Popular among the elite and shooting enthusiasts, it's quite a profitable business estate owners generally receive £150 for every pair of birds shot down by individuals who take pleasure in pain and suffering, because rather than being killed instantly, thousands of birds will be left wounded and left to experience a lingering, painful death. Consequently it has become a flashpoint for tensions between the game industry and conservationists.
Found in northern England, Wales, Scotland and Ireland, the iconic red grouse is shot in large numbers until the end of the season in December. Hunters either walk across the moorlands and taim at the startled grouse or shoot them out of the sky after they are beaten to the guns.The grouse don’t stand a chance, as it is basically a massacre. It is estimated that 100,000 birds are shot every day in the shooting season.
Gamekeepers also take unnatural steps to boost the grouse population for the perverse purpose of obliterating the birds later in the year, a practice highly detrimental to the local environment. Because grouse thrive on young heather,where they can nest and hide from predators the peat land is burned to encourage a fresh batch.
These intensive burning practices are responsible for serious environmental damage which occurs primarily on protected areas with 90% of English grouse moors being found on National Parks and Areas of Outstanding Natural Beauty.
The EMBER (Effects of Moorland Burning on the Eco hydrology of River basins) study by the University of Leeds found that burning had impacts on peat hydrology, peat chemistry and physical properties, river water chemistry and river ecology. The Committee on Climate Change estimates that around 350,000 tonnes of carbon dioxide each year are emitted from peat and the vast majority (260,000 tonnes) results from the burning of grouse moors.
Grouse shooting for 'sport' depends on intensive habitat management which increases flood risk and greenhouse gas emissions. It is not just grouse who suffer in the grouse hunting season The British Association for Shooting and Conservation – a contradiction in terms if ever there were one – admits gamekeepers "control" (that is, kill) foxes, crows, weasels, stoats and other animals so hunters will have more grouse to shoot. Similarly, hawks, falcons, owls and other legally protected raptors are killed and have their nests destroyed to remove competition. No not a day then I would consider that glorious.

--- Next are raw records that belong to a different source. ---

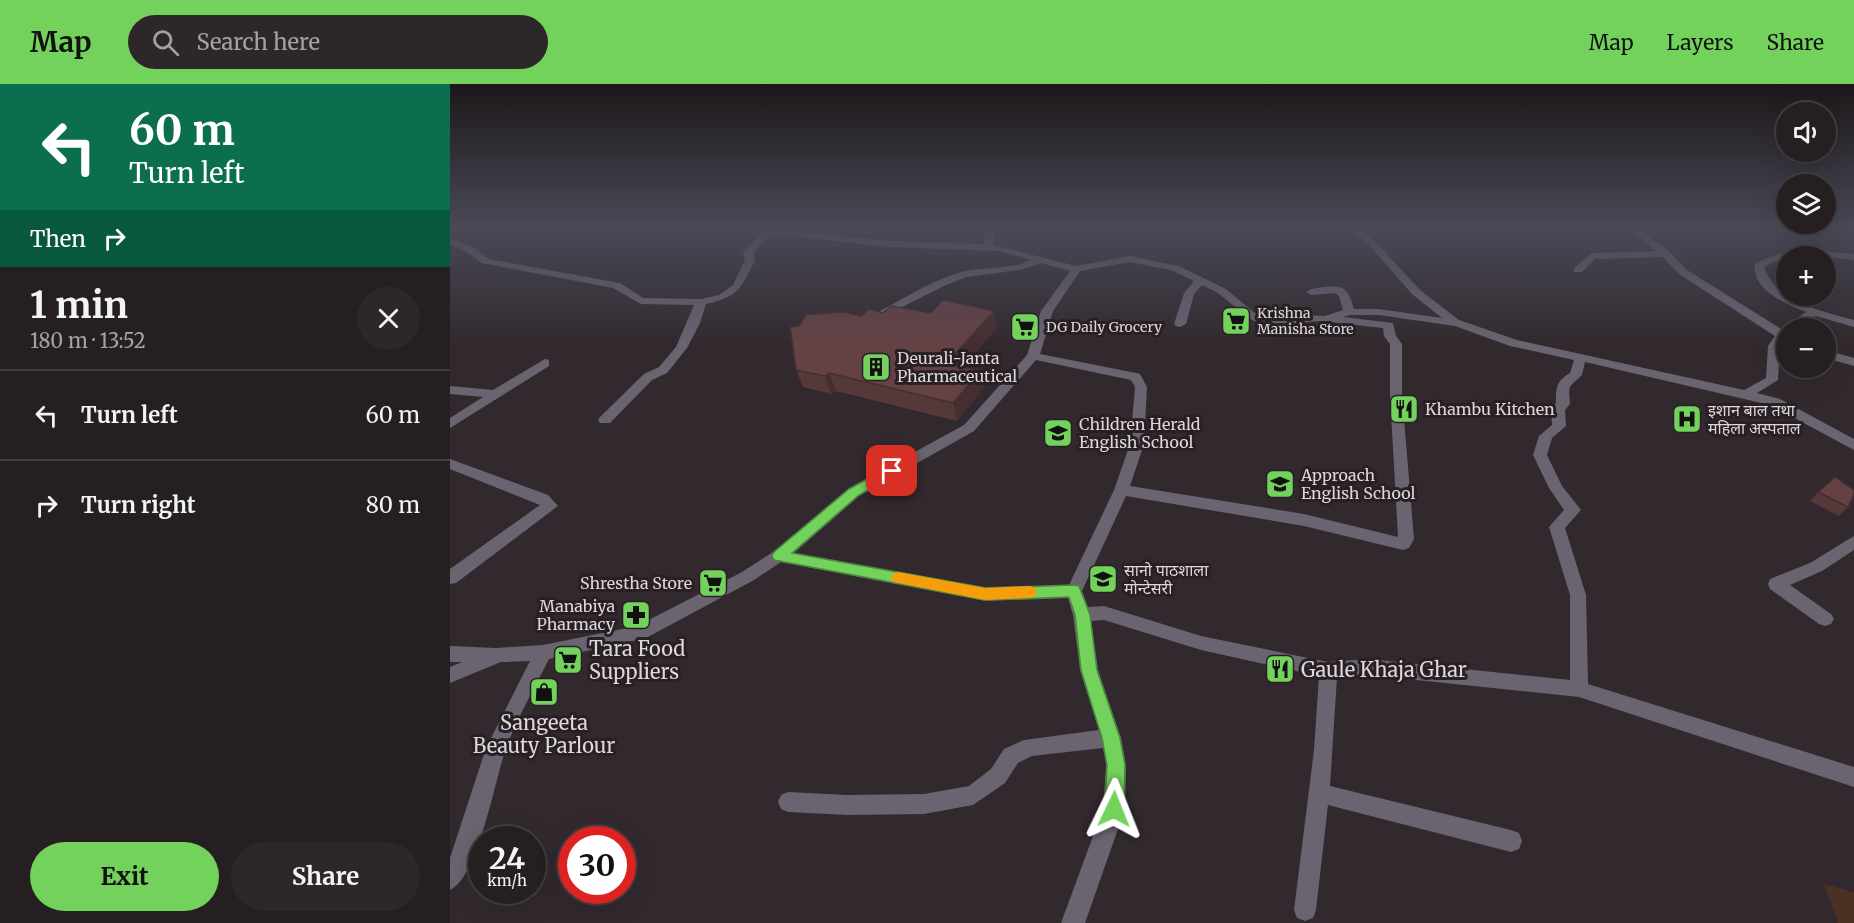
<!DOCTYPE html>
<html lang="en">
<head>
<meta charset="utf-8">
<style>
	:root { --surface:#261f22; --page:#2e272a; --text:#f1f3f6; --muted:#a4a2a5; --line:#423d40; --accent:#73d25c }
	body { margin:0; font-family:Merriweather,"Noto Sans Devanagari",serif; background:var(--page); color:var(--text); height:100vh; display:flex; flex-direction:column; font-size:22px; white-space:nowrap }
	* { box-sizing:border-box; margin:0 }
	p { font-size:20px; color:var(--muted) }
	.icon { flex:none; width:33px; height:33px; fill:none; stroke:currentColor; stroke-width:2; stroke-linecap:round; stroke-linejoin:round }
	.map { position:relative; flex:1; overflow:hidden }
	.details { display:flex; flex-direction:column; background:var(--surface); width:450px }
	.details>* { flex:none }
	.hud { background:#0b6e4f; color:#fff; overflow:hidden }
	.controls { position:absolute; left:1326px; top:18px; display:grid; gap:12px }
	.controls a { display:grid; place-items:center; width:60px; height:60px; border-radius:50%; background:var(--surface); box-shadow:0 6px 24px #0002,0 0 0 2px var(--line); font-size:30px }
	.speed { position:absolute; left:18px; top:742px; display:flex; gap:12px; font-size:30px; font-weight:700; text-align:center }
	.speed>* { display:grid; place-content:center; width:78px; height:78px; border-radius:50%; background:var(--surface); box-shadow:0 6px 24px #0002,0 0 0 2px var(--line); line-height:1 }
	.speed small { font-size:15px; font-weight:400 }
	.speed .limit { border:9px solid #d22; background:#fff; color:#111 }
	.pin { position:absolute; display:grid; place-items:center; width:51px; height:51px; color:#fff; margin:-26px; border-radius:12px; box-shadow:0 3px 9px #0006 }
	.me { position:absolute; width:66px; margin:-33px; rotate:2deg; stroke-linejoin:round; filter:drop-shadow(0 0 4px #0008) }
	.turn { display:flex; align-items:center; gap:21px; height:126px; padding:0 30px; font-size:27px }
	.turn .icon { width:78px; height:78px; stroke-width:2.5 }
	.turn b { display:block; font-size:42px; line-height:51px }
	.then { display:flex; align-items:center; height:57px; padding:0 30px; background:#0003; gap:12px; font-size:22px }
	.round { display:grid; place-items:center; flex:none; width:63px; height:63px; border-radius:32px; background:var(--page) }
	.overview { display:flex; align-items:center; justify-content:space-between; height:102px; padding:0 30px }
	h1 { font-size:36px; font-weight:700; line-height:45px }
	.button { display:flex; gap:12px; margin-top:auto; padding:12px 30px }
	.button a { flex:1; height:69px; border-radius:36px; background:var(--accent); color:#111; font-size:24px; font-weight:700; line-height:69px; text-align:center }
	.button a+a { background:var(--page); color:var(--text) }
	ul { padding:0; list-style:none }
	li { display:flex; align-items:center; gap:18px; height:90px; padding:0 30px; border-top:2px solid var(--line) }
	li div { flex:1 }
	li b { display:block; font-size:22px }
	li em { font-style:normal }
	header { display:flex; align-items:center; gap:36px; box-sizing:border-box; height:84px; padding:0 30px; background:var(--accent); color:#111 }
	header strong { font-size:28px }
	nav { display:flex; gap:33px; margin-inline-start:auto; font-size:21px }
	.search { width:420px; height:54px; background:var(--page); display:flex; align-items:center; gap:15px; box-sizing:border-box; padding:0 21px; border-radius:33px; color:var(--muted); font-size:22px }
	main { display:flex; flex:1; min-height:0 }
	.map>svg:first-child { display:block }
	.green { fill:#4b3024 }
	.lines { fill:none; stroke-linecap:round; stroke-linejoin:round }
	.minor { fill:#6a6370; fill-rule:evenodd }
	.wall { fill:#55383a }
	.shaded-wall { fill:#452e30 }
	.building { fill:#634144; stroke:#452e30; stroke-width:1.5 }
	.route { fill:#73d25c; stroke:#4b883c; stroke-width:1.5 }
	.slow { fill:#f59e0b }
	.labels { text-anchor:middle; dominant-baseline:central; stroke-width:6; stroke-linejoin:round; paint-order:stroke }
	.far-poi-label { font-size:14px; fill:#ded8db; stroke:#282024; text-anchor:start }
	.poi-label { font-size:16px; fill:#ded8db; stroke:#282024; text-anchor:start }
	.near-poi-label { font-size:20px; fill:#ded8db; stroke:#282024; text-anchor:start }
</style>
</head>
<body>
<header>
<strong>Map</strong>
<div class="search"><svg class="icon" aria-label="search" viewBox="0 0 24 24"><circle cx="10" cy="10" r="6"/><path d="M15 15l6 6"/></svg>Search here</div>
<nav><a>Map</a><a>Layers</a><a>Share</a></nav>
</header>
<main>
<section class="details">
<div class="hud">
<div class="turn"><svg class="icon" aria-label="left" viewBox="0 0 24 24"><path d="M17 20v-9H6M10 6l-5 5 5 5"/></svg><div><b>60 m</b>Turn left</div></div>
<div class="then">Then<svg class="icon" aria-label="right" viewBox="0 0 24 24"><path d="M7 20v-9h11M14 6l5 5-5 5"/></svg></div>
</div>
<div class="overview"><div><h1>1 min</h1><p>180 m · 13:52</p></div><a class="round"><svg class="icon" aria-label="close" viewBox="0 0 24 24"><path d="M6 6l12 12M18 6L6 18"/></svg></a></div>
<ul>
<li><svg class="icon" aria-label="left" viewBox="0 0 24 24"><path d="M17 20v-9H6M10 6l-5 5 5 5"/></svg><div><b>Turn left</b></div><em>60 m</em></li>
<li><svg class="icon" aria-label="right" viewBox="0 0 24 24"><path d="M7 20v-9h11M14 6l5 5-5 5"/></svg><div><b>Turn right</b></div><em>80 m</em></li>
</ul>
<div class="button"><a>Exit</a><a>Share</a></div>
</section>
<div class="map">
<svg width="1404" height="839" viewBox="0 0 1404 839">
	<rect width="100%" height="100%" fill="#32292e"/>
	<path class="green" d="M1374,800L1404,808V839H1388Z"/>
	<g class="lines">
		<g class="minor">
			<path d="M202,143H250C239,150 213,150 202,143Z"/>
			<path d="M301,143L441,157L534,160L533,143H543L545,147L544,161L626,182L680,172L729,182L776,205L806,230L815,233L831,235L854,231L875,232L893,226L889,212L885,209L861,211L856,208C861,204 867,204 874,203C895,201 898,205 904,225H929L992,234L962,210L919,161L895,143H906L925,157L970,206L1009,236L1067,256L1294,306L1316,294L1318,262L1325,252L1229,190L1213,173L1145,175L1132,188H1124V184L1142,169L1206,167L1177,143H1187L1220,168L1237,186L1331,245L1356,228C1337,220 1301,206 1305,180C1336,161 1370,167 1404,170V176C1373,173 1342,166 1314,183C1326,218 1372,227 1404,236V243L1366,232L1345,244H1336V257H1334L1330,262L1328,296L1307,309L1330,315L1404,355V366L1320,321L1135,278L1132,291C1119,304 1118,299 1120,320L1115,326L1116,342L1102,354L1097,371L1112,402L1131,426L1115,444L1136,511L1138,600L1404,683V703L1129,613L919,591L887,593L880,702L1061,746L1069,749L1072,757L1069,765L1061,768L878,721L866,826L863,834L855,837L847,834L844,826L864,666L869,592L751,566L654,536L641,537L648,586L671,654L676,681L675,725L635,839H611L653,725L656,681L653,664L582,672L568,679L555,699L523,721L474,730L397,731L338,728L331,725L328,718L331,711L338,708L397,711L474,710L519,702L541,685L554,665L574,656L649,646L630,586L623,531L618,514L535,517L331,478L304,496L196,554L99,575C84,605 66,636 55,667C45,697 27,795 0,806V774L36,664L80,577L51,578L0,599V583L12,578H0V562L46,564L93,561L187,542L292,488L323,468L399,404L514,341L577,271L591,227L620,187L591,179L570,186L516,193L494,202L428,235L422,232L424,230C452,216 478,198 508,189C531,182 558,187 581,176L548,167L441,163L321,150L303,169L305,176C291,205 288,213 256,220L250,239L237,264L217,289L202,296L160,339H150L148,336L150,333L194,290L209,283L226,263L244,221L191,220L163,204L32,179L17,168L0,161V154L25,164L39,175L170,199L193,214L251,215L269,211L283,201L295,176L293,168L312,148ZM680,178L721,186L744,197L734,209L724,240L726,242L730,243L736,240L744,210L752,201C757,204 764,206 769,210C783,219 793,234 810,239C835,246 864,232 887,239L933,244L934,252L940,260V311L948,453L854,430L680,402L694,360L697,303L690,290L686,289L590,270L603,227L630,187ZM900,231H929L1005,242L1060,262L1124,276L1120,289C1106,297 1106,304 1106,319L1101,326L1102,341L1089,352L1083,371L1099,404L1114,426L1099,443L1120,511V596L919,575L878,578L751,552L654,522L638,523L632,507L676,412L854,442L953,466L959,464L964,455L952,311V260L946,252L943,239L893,233ZM586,276L681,296L685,303L680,360L664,406L619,501L535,503L344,469L409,412L524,347Z"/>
			<path d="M1376,266L1404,274V282L1376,274Z"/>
			<path d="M95,275L99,276V282L0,344V334L33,313L0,310V302L43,306Z"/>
			<path d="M0,375L98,411L108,422L6,499L0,500V485L90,421L0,385Z"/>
			<path d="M1404,452V466L1372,487L1340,501L1381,530L1384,535L1381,540L1375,542L1369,540L1320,505L1318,500L1320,495L1360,479Z"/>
		</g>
	</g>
	<g class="wall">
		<path d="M433,229L547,244L512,283L531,287L534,304L507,337L386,307L381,310L353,303L346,286L349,242Z"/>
		<path d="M1368,408L1398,423L1389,432L1360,417Z"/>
	</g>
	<g class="shaded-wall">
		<path d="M544,227L547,244L500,297L496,280Z"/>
		<path d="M531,287L534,304L507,337L503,319Z"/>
		<path d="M379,289L386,307L381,310L375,292Z"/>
	</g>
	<g class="building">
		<path d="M493,216L544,227L496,280L531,287L503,319L379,289L375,292L346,286L340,243L349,242L356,231L393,228L411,232L419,225L433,229L441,222L481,229Z"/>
		<path d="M1385,393L1404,406V411L1398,423L1368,408Z"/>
	</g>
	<linearGradient id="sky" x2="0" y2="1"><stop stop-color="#1c1719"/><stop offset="0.55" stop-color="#494957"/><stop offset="1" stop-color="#494957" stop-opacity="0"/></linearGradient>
	<rect width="1404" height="260" fill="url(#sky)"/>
	<path class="route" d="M442,382L449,387L447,390L409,411L342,469L535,504L624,501L629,502L640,531L647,586L670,654L675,681L674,725L671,731L664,734L658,731L655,725L657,681L652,654L631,586L625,531L619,513L535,516L324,476L322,472L324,468L399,405Z"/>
	<path class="slow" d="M448,488L535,504L580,502L585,504L587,508L585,512L580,514L535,516L443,498L441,494L443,490Z"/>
	<defs>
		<g id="supermarket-square" transform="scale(1.5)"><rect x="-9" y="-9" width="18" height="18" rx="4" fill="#73d25c" stroke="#282024"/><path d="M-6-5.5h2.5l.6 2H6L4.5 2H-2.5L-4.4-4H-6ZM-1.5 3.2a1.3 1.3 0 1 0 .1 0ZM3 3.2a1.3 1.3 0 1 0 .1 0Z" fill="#111"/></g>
		<g id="building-square" transform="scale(1.5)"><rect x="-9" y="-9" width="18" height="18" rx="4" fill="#73d25c" stroke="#282024"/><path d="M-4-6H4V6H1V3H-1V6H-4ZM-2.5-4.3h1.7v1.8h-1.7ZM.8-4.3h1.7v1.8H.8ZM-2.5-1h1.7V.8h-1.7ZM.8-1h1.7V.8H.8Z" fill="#111"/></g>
		<g id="restaurant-square" transform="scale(1.5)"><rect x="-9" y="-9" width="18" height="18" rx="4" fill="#73d25c" stroke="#282024"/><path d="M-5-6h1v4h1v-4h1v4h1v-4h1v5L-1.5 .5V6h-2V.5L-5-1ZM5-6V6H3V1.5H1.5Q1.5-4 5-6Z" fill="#111"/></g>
		<g id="hospital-square" transform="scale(1.5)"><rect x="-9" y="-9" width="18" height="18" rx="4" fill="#73d25c" stroke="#282024"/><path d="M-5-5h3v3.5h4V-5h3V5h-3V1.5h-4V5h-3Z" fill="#111"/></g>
		<g id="school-square" transform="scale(1.5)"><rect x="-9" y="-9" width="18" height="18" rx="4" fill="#73d25c" stroke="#282024"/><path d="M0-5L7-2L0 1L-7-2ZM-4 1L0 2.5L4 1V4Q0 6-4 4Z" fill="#111"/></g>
		<g id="pharmacy-square" transform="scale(1.5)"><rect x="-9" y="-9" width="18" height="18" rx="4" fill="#73d25c" stroke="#282024"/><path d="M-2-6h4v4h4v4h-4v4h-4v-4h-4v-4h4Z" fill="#111"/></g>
		<g id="shop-square" transform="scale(1.5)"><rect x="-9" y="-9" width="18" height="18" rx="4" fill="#73d25c" stroke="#282024"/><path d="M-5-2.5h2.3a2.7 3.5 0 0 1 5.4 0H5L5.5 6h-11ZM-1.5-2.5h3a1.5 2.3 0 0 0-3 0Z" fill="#111"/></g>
	</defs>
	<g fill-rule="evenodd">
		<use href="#supermarket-square" x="786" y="237"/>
		<use href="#supermarket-square" x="575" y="243"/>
		<use href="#building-square" x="426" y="283"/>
		<use href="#restaurant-square" x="954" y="325"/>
		<use href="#hospital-square" x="1237" y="335"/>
		<use href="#school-square" x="608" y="349"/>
		<use href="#school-square" x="830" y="400"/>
		<use href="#school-square" x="653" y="495"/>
		<use href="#supermarket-square" x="263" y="499"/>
		<use href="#pharmacy-square" x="186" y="531"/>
		<use href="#supermarket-square" x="118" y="576"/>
		<use href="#restaurant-square" x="830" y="585"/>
		<use href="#shop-square" x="94" y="608"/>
	</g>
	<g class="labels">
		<g class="far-poi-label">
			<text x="807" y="229">Krishna<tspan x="807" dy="16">Manisha Store</tspan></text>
			<text x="596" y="243">DG Daily Grocery</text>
		</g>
		<g class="poi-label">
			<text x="447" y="274">Deurali-Janta<tspan x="447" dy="18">Pharmaceutical</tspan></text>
			<text x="975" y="325">Khambu Kitchen</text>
			<text x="1258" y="326">इशान बाल तथा<tspan x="1258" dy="18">महिला अस्पताल</tspan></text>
			<text x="629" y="340">Children Herald<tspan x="629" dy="18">English School</tspan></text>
			<text x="851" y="391">Approach<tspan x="851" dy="18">English School</tspan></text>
			<text x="674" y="486">सानो पाठशाला<tspan x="674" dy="18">मोन्टेसरी</tspan></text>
			<text x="242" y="499" text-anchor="end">Shrestha Store</text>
			<text x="165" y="522" text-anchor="end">Manabiya<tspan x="165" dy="18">Pharmacy</tspan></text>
		</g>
		<g class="near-poi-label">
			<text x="139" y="564">Tara Food<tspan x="139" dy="23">Suppliers</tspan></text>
			<text x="851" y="585">Gaule Khaja Ghar</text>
			<text x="94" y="638" text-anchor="middle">Sangeeta<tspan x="94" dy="23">Beauty Parlour</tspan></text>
		</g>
	</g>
</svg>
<div class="controls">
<a><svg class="icon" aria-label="sound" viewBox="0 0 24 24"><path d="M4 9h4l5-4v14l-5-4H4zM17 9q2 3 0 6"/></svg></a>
<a><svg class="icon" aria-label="layers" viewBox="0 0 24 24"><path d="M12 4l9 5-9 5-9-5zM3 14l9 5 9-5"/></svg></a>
<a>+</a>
<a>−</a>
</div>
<div class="speed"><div>24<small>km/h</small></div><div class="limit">30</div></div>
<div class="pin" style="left:442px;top:387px;background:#d93025"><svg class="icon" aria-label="arrive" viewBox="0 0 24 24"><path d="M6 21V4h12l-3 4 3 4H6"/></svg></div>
<svg class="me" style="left:664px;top:725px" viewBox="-20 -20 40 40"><path d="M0-17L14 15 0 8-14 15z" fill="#73d25c" stroke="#fff" stroke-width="4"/></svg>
</div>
</main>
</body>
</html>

Write to your MP and express your concern about 'game' bird shooting
The glorious Twelfth
To celebrate the glorious twelfth
privileged men head to the moorlands,
to shoot birds out of sky for fun
with no respect at all for life,
singing voices they cruelly silence
wings to never take flight again,
innocence senselessly slaughtered
by morbid sadists seeking a thrill,
in the name of sport, tradition and pleasure
every year returning, yearning for a kill.